All that is needed is every record, duplicated exactly.

*** Opening of Given data ***

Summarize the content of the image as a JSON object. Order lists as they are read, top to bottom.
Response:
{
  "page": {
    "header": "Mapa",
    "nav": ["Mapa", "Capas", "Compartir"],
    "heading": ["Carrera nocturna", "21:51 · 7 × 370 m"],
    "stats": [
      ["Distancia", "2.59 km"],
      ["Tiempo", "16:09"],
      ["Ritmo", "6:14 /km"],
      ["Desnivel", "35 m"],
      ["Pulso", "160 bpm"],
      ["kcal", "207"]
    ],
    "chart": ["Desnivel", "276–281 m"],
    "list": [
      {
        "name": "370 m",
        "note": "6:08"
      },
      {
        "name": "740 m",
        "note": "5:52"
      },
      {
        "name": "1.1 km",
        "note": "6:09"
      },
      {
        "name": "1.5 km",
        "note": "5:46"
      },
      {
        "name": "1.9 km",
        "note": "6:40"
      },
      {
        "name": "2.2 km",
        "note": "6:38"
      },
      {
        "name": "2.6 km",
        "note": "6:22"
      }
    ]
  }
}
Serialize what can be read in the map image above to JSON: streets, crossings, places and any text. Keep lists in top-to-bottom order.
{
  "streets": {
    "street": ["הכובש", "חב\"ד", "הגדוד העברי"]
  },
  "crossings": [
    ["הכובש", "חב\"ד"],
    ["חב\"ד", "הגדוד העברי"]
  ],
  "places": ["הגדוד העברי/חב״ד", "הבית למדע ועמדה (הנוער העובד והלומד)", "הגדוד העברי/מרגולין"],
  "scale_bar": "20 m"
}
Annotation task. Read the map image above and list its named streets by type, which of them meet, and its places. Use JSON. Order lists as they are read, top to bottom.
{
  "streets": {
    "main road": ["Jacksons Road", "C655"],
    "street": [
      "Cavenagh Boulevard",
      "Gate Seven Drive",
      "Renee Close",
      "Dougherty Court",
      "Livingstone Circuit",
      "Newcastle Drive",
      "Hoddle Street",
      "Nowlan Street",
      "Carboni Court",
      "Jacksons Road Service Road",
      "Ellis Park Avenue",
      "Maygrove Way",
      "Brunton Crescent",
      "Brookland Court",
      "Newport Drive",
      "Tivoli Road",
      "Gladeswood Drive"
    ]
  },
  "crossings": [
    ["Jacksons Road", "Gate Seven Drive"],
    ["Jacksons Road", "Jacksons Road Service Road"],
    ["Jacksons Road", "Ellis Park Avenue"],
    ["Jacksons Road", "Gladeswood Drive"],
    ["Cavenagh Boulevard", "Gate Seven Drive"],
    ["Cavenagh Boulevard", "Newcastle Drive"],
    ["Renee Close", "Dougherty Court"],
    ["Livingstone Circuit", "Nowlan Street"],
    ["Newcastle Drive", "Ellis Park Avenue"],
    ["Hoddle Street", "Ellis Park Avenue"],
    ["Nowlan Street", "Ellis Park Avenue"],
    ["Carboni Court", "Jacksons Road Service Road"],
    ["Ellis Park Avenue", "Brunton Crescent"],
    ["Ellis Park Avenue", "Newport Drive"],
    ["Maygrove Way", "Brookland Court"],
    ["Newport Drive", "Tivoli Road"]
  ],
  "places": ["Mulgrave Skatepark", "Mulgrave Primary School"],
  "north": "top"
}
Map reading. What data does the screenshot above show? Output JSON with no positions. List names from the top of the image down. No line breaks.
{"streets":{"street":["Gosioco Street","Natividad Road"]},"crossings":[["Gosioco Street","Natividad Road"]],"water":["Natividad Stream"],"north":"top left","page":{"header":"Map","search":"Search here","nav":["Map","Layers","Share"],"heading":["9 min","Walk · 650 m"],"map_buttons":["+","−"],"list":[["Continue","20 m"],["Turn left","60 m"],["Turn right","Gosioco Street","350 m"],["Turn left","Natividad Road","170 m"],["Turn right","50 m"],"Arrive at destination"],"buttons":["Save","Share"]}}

*** Close of Given data ***

§ **Result of this exercise**:
Summarize the content of the image as a JSON object. Order lists as they are read, top to bottom.
Response:
{
  "page": {
    "header": "Mapa",
    "nav": ["Mapa", "Capas", "Compartir"],
    "heading": ["Carrera nocturna", "21:51 · 7 × 370 m"],
    "stats": [
      ["Distancia", "2.59 km"],
      ["Tiempo", "16:09"],
      ["Ritmo", "6:14 /km"],
      ["Desnivel", "35 m"],
      ["Pulso", "160 bpm"],
      ["kcal", "207"]
    ],
    "chart": ["Desnivel", "276–281 m"],
    "list": [
      {
        "name": "370 m",
        "note": "6:08"
      },
      {
        "name": "740 m",
        "note": "5:52"
      },
      {
        "name": "1.1 km",
        "note": "6:09"
      },
      {
        "name": "1.5 km",
        "note": "5:46"
      },
      {
        "name": "1.9 km",
        "note": "6:40"
      },
      {
        "name": "2.2 km",
        "note": "6:38"
      },
      {
        "name": "2.6 km",
        "note": "6:22"
      }
    ]
  }
}
Serialize what can be read in the map image above to JSON: streets, crossings, places and any text. Keep lists in top-to-bottom order.
{
  "streets": {
    "street": ["הכובש", "חב\"ד", "הגדוד העברי"]
  },
  "crossings": [
    ["הכובש", "חב\"ד"],
    ["חב\"ד", "הגדוד העברי"]
  ],
  "places": ["הגדוד העברי/חב״ד", "הבית למדע ועמדה (הנוער העובד והלומד)", "הגדוד העברי/מרגולין"],
  "scale_bar": "20 m"
}
Annotation task. Read the map image above and list its named streets by type, which of them meet, and its places. Use JSON. Order lists as they are read, top to bottom.
{
  "streets": {
    "main road": ["Jacksons Road", "C655"],
    "street": [
      "Cavenagh Boulevard",
      "Gate Seven Drive",
      "Renee Close",
      "Dougherty Court",
      "Livingstone Circuit",
      "Newcastle Drive",
      "Hoddle Street",
      "Nowlan Street",
      "Carboni Court",
      "Jacksons Road Service Road",
      "Ellis Park Avenue",
      "Maygrove Way",
      "Brunton Crescent",
      "Brookland Court",
      "Newport Drive",
      "Tivoli Road",
      "Gladeswood Drive"
    ]
  },
  "crossings": [
    ["Jacksons Road", "Gate Seven Drive"],
    ["Jacksons Road", "Jacksons Road Service Road"],
    ["Jacksons Road", "Ellis Park Avenue"],
    ["Jacksons Road", "Gladeswood Drive"],
    ["Cavenagh Boulevard", "Gate Seven Drive"],
    ["Cavenagh Boulevard", "Newcastle Drive"],
    ["Renee Close", "Dougherty Court"],
    ["Livingstone Circuit", "Nowlan Street"],
    ["Newcastle Drive", "Ellis Park Avenue"],
    ["Hoddle Street", "Ellis Park Avenue"],
    ["Nowlan Street", "Ellis Park Avenue"],
    ["Carboni Court", "Jacksons Road Service Road"],
    ["Ellis Park Avenue", "Brunton Crescent"],
    ["Ellis Park Avenue", "Newport Drive"],
    ["Maygrove Way", "Brookland Court"],
    ["Newport Drive", "Tivoli Road"]
  ],
  "places": ["Mulgrave Skatepark", "Mulgrave Primary School"],
  "north": "top"
}
Map reading. What data does the screenshot above show? Output JSON with no positions. List names from the top of the image down. No line breaks.
{"streets":{"street":["Gosioco Street","Natividad Road"]},"crossings":[["Gosioco Street","Natividad Road"]],"water":["Natividad Stream"],"north":"top left","page":{"header":"Map","search":"Search here","nav":["Map","Layers","Share"],"heading":["9 min","Walk · 650 m"],"map_buttons":["+","−"],"list":[["Continue","20 m"],["Turn left","60 m"],["Turn right","Gosioco Street","350 m"],["Turn left","Natividad Road","170 m"],["Turn right","50 m"],"Arrive at destination"],"buttons":["Save","Share"]}}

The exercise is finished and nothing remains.